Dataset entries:
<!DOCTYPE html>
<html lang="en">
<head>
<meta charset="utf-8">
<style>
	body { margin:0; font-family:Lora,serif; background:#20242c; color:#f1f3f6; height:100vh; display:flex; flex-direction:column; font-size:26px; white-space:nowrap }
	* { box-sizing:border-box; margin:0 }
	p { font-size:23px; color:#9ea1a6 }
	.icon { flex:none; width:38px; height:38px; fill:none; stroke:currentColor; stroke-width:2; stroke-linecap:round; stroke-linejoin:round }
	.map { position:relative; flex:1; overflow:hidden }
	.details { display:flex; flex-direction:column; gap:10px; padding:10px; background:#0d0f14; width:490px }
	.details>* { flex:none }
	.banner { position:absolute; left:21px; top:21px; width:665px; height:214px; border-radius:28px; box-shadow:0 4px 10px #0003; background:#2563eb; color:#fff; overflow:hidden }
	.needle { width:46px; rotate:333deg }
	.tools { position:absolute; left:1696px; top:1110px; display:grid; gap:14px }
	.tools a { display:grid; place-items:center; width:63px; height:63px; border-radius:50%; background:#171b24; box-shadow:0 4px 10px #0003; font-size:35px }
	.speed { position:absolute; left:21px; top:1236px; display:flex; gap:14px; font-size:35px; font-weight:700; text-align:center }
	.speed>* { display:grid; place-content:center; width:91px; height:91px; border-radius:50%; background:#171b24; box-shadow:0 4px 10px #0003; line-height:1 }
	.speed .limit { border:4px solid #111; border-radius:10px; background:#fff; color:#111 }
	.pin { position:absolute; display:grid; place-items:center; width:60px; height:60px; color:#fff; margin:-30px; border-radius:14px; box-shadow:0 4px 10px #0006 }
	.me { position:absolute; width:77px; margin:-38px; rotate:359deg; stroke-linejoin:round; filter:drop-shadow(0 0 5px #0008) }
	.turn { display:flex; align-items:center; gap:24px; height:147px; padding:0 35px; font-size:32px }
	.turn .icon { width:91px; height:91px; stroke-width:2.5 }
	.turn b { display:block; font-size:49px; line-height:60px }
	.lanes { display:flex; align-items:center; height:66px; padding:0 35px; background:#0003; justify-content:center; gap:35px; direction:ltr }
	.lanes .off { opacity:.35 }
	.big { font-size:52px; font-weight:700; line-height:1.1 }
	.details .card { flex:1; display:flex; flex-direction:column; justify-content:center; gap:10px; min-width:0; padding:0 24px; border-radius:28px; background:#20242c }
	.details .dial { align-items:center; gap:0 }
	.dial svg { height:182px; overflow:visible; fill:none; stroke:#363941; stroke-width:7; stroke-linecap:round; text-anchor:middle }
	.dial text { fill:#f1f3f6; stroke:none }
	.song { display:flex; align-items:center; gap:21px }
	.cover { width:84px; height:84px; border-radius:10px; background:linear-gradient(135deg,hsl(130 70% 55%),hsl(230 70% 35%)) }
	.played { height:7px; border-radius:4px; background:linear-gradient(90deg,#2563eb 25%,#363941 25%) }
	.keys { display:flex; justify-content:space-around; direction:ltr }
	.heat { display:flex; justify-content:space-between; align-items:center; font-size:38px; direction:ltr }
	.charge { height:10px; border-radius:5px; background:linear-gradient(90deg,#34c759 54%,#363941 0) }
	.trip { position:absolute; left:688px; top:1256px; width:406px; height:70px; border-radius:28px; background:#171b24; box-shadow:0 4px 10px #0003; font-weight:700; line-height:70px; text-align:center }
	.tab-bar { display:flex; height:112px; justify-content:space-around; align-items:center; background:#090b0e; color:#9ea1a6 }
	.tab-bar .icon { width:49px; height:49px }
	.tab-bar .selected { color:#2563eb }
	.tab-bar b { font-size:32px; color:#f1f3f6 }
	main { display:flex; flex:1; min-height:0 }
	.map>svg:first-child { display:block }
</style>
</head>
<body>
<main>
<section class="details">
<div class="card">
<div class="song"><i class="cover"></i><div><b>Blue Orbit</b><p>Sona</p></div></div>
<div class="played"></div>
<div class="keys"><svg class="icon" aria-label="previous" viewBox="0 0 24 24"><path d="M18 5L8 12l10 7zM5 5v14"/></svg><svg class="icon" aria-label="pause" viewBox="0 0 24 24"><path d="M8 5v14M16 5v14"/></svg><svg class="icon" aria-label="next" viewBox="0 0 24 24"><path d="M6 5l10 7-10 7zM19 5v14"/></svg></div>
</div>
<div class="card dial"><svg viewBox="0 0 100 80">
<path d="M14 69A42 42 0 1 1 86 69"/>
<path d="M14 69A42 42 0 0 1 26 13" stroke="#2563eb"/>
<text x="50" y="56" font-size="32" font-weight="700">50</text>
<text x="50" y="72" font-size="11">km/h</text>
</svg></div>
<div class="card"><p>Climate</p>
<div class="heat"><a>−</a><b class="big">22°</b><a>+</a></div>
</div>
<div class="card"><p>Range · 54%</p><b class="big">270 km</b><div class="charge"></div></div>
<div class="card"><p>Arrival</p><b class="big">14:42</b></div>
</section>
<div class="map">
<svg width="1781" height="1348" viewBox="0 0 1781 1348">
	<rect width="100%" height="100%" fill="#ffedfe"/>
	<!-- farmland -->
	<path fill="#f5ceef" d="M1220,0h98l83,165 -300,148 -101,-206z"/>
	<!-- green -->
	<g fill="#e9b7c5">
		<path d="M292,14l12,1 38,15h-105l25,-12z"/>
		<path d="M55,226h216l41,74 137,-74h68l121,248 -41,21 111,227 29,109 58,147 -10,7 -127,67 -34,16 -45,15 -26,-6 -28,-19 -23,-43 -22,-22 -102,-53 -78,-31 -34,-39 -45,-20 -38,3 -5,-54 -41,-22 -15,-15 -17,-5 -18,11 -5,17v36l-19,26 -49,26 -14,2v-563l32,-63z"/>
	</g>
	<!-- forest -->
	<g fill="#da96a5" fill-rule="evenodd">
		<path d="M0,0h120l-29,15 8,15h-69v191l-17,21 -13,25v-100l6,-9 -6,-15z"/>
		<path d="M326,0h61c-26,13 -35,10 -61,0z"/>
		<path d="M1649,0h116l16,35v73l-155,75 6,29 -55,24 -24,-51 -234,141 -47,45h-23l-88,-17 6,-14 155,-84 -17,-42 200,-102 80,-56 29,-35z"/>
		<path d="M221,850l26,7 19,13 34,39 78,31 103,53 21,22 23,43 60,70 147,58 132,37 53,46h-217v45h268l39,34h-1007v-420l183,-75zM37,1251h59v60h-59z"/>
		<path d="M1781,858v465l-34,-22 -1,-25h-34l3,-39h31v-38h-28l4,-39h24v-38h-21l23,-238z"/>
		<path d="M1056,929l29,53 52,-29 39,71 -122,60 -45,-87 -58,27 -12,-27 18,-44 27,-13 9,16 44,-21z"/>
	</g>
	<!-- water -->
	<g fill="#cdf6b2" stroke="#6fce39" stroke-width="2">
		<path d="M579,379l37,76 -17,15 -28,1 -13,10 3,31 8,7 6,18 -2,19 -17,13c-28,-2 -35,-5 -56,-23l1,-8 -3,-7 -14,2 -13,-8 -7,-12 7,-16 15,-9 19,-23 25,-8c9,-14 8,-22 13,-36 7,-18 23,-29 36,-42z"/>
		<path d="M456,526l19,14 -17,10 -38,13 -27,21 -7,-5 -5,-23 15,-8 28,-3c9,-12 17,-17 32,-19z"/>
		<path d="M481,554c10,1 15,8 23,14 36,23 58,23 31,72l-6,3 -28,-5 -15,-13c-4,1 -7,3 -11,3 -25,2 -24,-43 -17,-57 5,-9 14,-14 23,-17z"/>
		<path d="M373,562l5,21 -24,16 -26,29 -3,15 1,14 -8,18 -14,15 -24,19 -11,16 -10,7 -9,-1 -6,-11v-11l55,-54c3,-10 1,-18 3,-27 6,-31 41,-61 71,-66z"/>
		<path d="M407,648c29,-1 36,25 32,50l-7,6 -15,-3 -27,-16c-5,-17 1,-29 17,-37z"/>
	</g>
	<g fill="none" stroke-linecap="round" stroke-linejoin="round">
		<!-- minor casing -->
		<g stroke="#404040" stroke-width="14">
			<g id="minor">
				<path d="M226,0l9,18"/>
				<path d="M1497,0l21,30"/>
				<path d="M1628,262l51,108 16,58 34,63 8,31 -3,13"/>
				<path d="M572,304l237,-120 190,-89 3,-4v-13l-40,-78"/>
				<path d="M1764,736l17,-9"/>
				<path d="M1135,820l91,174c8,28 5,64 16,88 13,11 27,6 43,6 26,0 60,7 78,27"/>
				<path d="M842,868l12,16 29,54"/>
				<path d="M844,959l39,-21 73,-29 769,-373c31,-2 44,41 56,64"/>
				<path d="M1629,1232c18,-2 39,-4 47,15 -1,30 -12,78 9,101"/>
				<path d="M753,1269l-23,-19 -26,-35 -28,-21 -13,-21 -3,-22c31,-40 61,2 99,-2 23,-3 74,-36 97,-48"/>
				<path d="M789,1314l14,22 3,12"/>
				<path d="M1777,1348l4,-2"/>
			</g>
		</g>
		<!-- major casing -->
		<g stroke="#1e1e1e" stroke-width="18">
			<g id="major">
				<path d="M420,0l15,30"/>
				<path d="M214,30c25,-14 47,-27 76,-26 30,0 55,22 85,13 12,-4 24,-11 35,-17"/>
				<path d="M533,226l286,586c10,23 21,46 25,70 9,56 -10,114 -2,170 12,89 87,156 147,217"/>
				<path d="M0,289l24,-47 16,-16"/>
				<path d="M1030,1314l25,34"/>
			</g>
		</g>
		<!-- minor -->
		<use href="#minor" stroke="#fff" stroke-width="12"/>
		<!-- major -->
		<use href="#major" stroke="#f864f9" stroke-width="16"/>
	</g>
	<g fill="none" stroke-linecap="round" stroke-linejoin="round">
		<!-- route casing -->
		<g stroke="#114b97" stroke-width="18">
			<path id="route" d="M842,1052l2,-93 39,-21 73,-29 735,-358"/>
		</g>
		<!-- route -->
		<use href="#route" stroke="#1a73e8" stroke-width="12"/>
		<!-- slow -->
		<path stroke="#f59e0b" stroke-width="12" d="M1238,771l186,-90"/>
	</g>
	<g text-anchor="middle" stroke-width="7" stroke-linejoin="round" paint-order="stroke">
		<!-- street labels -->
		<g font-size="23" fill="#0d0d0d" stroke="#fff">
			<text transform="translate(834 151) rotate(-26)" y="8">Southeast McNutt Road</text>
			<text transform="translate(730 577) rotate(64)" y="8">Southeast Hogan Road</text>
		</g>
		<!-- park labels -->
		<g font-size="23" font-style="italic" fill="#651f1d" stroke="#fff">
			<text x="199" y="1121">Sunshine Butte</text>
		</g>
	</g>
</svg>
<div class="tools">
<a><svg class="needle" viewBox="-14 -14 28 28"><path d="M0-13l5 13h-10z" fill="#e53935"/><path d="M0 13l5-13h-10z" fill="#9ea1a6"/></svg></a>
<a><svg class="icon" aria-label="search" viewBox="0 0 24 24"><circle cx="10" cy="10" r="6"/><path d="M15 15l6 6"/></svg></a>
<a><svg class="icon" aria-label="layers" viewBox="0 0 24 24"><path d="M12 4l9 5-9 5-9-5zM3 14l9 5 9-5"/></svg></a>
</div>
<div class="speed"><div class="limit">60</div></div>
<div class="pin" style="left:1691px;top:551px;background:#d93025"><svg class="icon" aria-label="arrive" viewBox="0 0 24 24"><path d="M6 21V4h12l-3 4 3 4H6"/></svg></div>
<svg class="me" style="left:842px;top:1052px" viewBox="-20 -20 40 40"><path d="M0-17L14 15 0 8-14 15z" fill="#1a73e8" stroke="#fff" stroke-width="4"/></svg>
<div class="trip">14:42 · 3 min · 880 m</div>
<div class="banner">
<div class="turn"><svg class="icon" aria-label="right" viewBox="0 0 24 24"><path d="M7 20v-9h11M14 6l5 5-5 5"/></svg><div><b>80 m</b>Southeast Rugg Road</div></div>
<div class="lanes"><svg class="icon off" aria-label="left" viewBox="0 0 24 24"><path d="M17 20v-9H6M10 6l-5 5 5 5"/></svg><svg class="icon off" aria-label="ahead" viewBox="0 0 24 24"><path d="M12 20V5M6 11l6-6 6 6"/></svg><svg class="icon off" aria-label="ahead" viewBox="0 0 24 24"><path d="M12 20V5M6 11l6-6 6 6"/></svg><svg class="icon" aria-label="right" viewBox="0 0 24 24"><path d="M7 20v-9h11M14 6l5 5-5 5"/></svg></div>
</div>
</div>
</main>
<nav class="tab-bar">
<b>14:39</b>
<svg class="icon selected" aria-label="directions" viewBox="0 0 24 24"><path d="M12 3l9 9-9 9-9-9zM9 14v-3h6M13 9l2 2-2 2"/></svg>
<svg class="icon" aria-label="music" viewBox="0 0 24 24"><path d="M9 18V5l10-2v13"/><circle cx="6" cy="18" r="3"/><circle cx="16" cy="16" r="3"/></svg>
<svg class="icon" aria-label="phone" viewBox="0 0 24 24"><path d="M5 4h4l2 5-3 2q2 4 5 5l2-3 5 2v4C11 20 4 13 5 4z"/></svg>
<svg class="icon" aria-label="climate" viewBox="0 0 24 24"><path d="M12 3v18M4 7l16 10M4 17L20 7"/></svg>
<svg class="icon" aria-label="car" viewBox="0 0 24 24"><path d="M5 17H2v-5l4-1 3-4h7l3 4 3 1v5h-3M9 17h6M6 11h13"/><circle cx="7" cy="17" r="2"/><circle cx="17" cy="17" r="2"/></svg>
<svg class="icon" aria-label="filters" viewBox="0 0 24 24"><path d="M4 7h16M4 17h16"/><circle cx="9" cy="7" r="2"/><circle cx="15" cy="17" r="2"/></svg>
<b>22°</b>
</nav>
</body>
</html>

WHAT IS EXPECTED
Take from the entries every line that has the string "played".

SOLUTION FOR THIS EXERCISE
	.played { height:7px; border-radius:4px; background:linear-gradient(90deg,#2563eb 25%,#363941 25%) }
<div class="played"></div>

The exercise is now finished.